Puede leer COLANTA – JENARO PEREZ https://eligiopalacio.com/2015/02/04/colanta-jenaro-perez/

El trabajo en casa, en estos primeros días, ha tenido una dificultad: la idea de que estás disponible todo el tiempo y entonces trabajas mucho más. Incluso eso me ha impedido publicar algunos trabajos que tengo pendientes. Eso hace que a pesar de estar en casa termines el día más agotado. En un futuro cercano será necesario poner horarios, no estar disponible 24/7.

De todas formas el aislamiento en el campo tiene muchas ventajas: el aire puro, la vista solo limitada por tu propia mirada, el contacto con la naturaleza, el silencio y como consecuencia un mejor dormir. También un ambiente más propicio para la meditación y para el encuentro contigo mismo.

Imagino cómo será el encierro en la ciudad, en pequeños apartamentos o en el hacinamiento de las comunas y me estremezco. Se están pasando momentos difíciles y creo cualquier ayuda estatal será insuficiente. Pienso que el hambre desatará una nueva guerra, esta vez por la subsistencia.

Bueno, dejemos los malos augurios. Ahora ingreso a las vacaciones de Semana Santa más atípicas de mi existencia y, obvio de todos los creyentes que habitan la tierra en estos momentos. También le tocó a la Iglesia Católica modernizarse a la fuerza y dejar a un lado las tradiciones para concentrase en un mensaje de aliento, para un mundo en caos por la peste, inimaginable hasta ahora.

ANTES DEL FIN

Muy bien la radio en tiempos del coronavirus.
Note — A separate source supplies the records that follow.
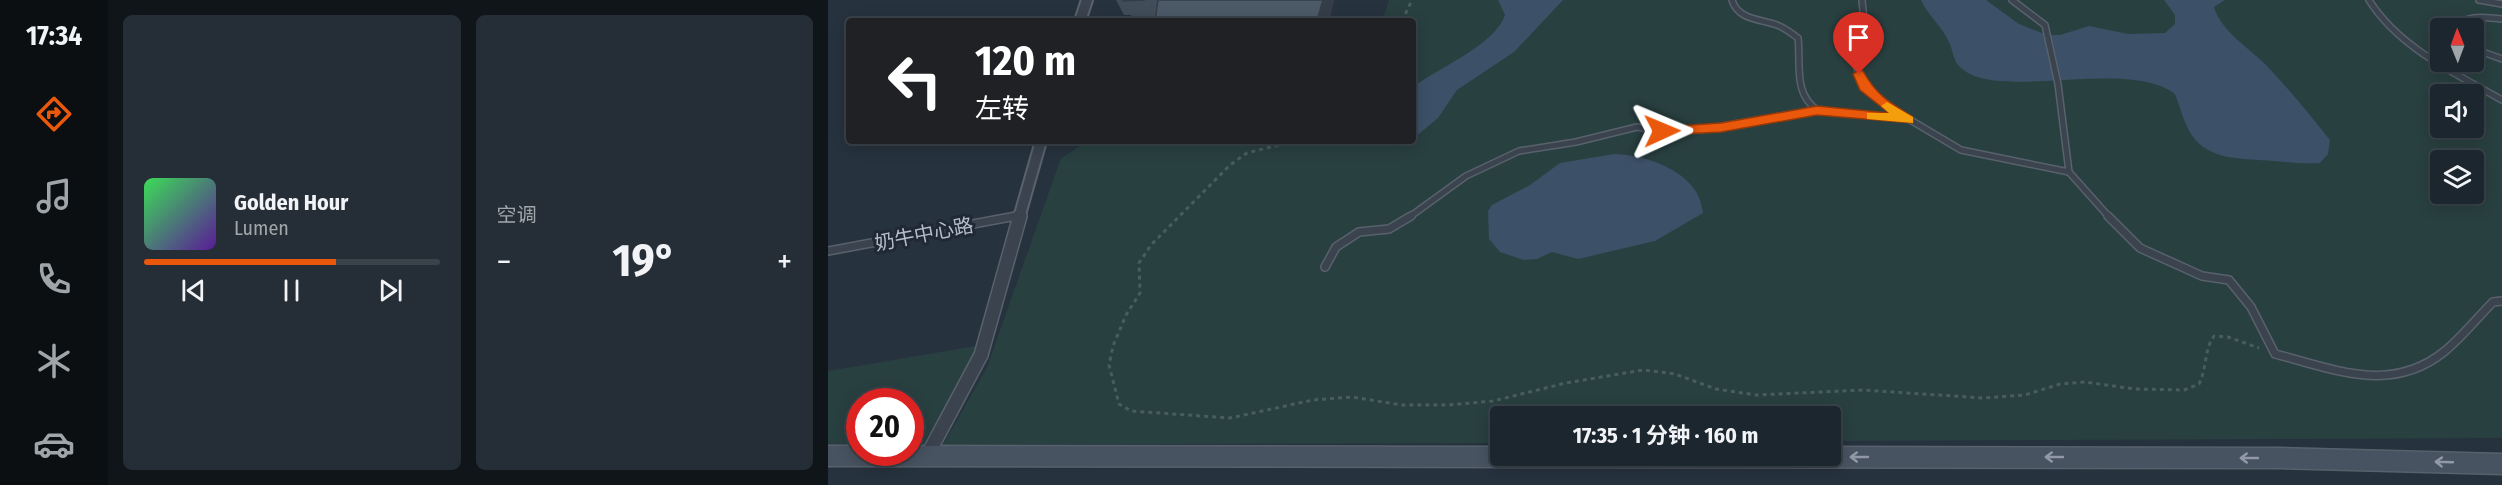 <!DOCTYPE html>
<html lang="zh">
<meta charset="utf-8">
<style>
:root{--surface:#1c262e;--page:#252e36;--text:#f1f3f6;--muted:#a0a5aa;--line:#3a434a;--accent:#ea580c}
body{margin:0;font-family:"Fira Sans Condensed","Noto Sans SC",sans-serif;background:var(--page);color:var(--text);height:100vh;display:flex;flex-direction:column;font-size:22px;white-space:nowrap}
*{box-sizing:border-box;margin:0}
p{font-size:20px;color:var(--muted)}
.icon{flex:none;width:33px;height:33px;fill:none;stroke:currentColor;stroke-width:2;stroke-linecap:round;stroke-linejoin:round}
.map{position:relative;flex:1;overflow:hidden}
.panel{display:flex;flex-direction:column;gap:15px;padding:15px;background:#0f1519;width:720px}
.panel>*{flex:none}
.top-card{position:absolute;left:18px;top:18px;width:570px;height:126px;border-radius:6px;box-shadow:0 3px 15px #0003,0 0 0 2px var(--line);background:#202124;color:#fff;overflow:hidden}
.needle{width:39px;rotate:359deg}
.fabs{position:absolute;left:1602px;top:18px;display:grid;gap:12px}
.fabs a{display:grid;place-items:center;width:54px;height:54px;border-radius:6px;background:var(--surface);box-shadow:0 3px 15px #0003,0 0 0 2px var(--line);font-size:30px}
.speed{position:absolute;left:18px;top:388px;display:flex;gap:12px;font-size:30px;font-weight:700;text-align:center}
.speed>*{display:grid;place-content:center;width:78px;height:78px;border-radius:50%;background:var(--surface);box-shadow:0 3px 15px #0003,0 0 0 2px var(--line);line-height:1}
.speed .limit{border:9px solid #d22;background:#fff;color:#111}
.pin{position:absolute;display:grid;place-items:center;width:51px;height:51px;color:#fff;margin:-62px -26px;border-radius:50% 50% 50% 0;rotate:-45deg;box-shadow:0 0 6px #0007}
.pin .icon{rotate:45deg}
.me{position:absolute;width:66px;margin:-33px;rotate:89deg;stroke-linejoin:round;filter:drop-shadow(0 0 4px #0008)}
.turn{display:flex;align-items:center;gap:21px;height:126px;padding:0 30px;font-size:27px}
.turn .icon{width:78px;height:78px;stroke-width:2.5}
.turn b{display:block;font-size:42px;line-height:51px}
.big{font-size:45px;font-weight:700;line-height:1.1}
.panel .card{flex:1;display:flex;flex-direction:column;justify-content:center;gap:9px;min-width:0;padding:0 21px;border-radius:9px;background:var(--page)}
.song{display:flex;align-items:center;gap:18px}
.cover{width:72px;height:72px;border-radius:9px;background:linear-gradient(135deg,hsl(130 70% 55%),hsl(270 70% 35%))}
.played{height:6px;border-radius:3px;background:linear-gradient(90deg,var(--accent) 65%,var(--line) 65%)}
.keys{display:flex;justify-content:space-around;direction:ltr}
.heat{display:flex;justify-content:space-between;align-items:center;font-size:33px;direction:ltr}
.panel .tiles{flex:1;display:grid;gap:15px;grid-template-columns:repeat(2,1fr)}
.trip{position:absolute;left:662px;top:406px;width:351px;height:60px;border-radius:6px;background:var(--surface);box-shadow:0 3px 15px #0003,0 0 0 2px var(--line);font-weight:700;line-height:60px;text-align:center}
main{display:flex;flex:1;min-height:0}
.tab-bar{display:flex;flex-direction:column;width:108px;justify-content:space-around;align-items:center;background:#0b0f12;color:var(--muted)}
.tab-bar .icon{width:42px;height:42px}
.tab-bar .selected{color:var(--accent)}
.tab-bar b{font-size:27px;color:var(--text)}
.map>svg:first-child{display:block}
</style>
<main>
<nav class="tab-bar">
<b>17:34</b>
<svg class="icon selected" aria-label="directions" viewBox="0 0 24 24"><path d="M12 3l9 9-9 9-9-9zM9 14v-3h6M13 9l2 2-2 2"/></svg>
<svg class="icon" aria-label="music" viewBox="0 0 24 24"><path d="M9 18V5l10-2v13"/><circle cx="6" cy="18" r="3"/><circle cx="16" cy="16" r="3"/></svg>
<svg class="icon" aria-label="phone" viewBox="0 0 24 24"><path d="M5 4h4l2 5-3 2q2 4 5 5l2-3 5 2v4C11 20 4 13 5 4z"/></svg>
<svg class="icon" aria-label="climate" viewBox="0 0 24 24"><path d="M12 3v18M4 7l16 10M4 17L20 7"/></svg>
<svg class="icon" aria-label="car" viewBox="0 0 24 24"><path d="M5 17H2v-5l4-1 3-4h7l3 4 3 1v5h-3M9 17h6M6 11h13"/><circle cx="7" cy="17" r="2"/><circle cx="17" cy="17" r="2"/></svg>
</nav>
<section class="panel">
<div class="tiles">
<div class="card">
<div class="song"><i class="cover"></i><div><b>Golden Hour</b><p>Lumen</p></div></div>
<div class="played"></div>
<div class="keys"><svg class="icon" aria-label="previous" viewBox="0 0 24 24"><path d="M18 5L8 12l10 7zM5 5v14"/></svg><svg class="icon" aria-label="pause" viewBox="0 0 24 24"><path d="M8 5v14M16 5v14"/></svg><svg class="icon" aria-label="next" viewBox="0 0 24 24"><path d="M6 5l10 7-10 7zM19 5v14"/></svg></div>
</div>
<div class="card"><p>空调</p>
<div class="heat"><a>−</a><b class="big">19°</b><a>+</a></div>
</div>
</div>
</section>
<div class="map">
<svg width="1674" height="485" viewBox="0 0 1674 485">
<rect width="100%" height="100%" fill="#26323e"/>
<path fill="#294040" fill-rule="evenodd" d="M561 0H1674V438L1002 441V417H672V443L115 445 159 367 233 158 260 141H585V21H554ZM1612 28H1646V62H1612ZM1612 94H1646V128H1612ZM1612 160H1646V194H1612Z
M148 346 145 357 99 443 90 450H83L82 402H32L31 449H0V371Z"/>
<path fill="#3c5067" d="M670 0H735L686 52 629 90 610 118 585 139V87C610 68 667 45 677 15Z
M1093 0H1158L1191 24 1219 35H1232L1261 26 1300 34 1337 33 1347 24V15L1336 0H1397L1386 7C1393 31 1421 48 1438 65 1461 89 1482 115 1502 140L1500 154 1492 163C1475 164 1461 162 1445 161 1416 158 1381 162 1363 134 1356 123 1352 107 1347 94 1298 57 1168 103 1132 67 1125 61 1125 50 1121 42 1114 26 1100 16 1093 0Z
M786 154C821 155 872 173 875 213L827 241 750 259 724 252 709 259 696 260 672 252 661 239 660 211 664 205 702 185 732 163Z"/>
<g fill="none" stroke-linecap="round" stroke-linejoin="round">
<defs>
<path id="lane-far1" d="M904 0C910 20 932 19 949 25 957 28 963 33 970 38 973 64 965 93 989 110L1077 119
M1034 0 1037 30 1026 60 1036 87 1057 105 1133 150 1241 172
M1184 0 1217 25 1230 84 1241 172 1282 218
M1541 0C1570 47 1627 73 1674 100
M1651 0 1674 4
M1628 28C1638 13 1659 18 1674 19
M1646 49 1674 59
M180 218 191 216
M580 218 638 176 691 151 748 142 809 127 834 131 872 130 989 110"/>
<path id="lane" d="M1280 216 1312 248 1374 276 1401 280 1423 307 1447 354C1506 369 1563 395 1617 351 1634 337 1649 318 1665 302L1674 301
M0 251 188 216
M497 267 508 247 531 232 561 229 583 216"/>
<path id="street-far1" d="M252 21 259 0
M191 218 213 141"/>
<path id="street" d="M99 456 153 355 192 216"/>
<path id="secondary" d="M0 446H32V453H82V446L672 447V456H1002V447L1453 448 1674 454V474L1453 468 0 466Z"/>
</defs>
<use href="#lane-far1" stroke="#58616c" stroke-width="8"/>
<use href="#lane" stroke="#58616c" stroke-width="10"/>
<use href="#street-far1" stroke="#58616c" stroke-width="14"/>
<use href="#street" stroke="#58616c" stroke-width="16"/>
<use href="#secondary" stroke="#58616c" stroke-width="3"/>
<path stroke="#485d5e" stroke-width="3" stroke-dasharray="4 4" stroke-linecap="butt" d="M574 21 584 0
M466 141 419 153 402 165 323 245 311 263 312 293 298 315 285 346 281 365 291 404 303 411 402 418 485 400 524 397 574 405H621L665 401 738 383 815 370 847 374 888 389 928 395 1035 390 1155 398 1197 395 1232 384 1257 382 1307 389 1356 390 1371 384C1379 368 1376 350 1386 336L1400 337 1431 348"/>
<use href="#lane-far1" stroke="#3a434e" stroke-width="5"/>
<use href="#lane" stroke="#3a434e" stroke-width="7"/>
<use href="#street-far1" stroke="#3a434e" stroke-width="10"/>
<use href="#street" stroke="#3a434e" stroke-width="13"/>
<use href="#secondary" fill="#485361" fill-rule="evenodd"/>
</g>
<path fill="#414d59" d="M288 0H506L501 21 328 19 306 20 303 15H296Z"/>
<path fill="#353e48" d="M495 0H506L501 21H489Z"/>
<path fill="#4c5967" stroke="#353e48" stroke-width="1.5" d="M296 0H317L295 1Z
M330 0H495L489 21H327Z"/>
<defs><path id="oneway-shaft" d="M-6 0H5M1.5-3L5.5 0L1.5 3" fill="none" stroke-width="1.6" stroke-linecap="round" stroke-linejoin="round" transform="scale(1.5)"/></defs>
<g stroke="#9099a5">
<use href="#oneway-shaft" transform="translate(1031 457) rotate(-180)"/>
<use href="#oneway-shaft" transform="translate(1226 457) rotate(-180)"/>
<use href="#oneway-shaft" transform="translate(1421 458) rotate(-180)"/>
<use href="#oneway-shaft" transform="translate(1616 462) rotate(-178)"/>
</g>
<path fill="#ea580c" stroke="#983908" stroke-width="1.5" d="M1031 70 1035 71C1049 96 1061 102 1085 117V123L989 115 893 132 834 135 827 131 834 127 893 123 989 106 1061 113 1032 90 1025 74Z"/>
<path fill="#f59e0b" d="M1059 102 1085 117V123L1039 119V113H1061L1053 106Z"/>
<g text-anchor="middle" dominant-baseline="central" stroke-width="6" stroke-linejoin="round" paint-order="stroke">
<g font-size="20" fill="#b6bec9" stroke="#1f2834">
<text transform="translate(96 234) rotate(-11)">奶牛中心路</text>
</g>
</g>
</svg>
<div class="fabs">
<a><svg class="needle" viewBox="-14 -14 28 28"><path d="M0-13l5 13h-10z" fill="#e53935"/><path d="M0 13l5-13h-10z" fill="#a0a5aa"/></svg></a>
<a><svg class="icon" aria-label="sound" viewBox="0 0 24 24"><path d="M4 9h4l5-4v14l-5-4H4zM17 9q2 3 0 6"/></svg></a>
<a><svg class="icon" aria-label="layers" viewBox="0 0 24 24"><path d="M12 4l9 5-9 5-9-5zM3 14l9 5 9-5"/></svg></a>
</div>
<div class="speed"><div class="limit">20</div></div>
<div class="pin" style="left:1031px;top:74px;background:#d93025"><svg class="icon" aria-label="arrive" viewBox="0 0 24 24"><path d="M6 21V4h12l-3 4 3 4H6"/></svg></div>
<svg class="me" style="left:834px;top:131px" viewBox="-20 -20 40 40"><path d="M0-17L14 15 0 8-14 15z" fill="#ea580c" stroke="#fff" stroke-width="4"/></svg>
<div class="trip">17:35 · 1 分钟 · 160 m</div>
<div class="top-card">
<div class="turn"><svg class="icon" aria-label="left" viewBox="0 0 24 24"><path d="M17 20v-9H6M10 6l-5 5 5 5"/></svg><div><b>120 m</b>左转</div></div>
</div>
</div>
</main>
Se siente su compañía y las nuevas tecnologías facilitan su producción sin arriesgar a sus estrellas, cosa que no ocurre con la televisión. Situación que también deja cientos de damnificados al no poderse realizar dramatizados y programas de entretenimiento.

Regresó la mítica radionovela Kaliman a la Radio Nacional. Creo que es el momento propicio para que, en tiempos del coronavirus, regresen los dramatizados a la radio colombiana.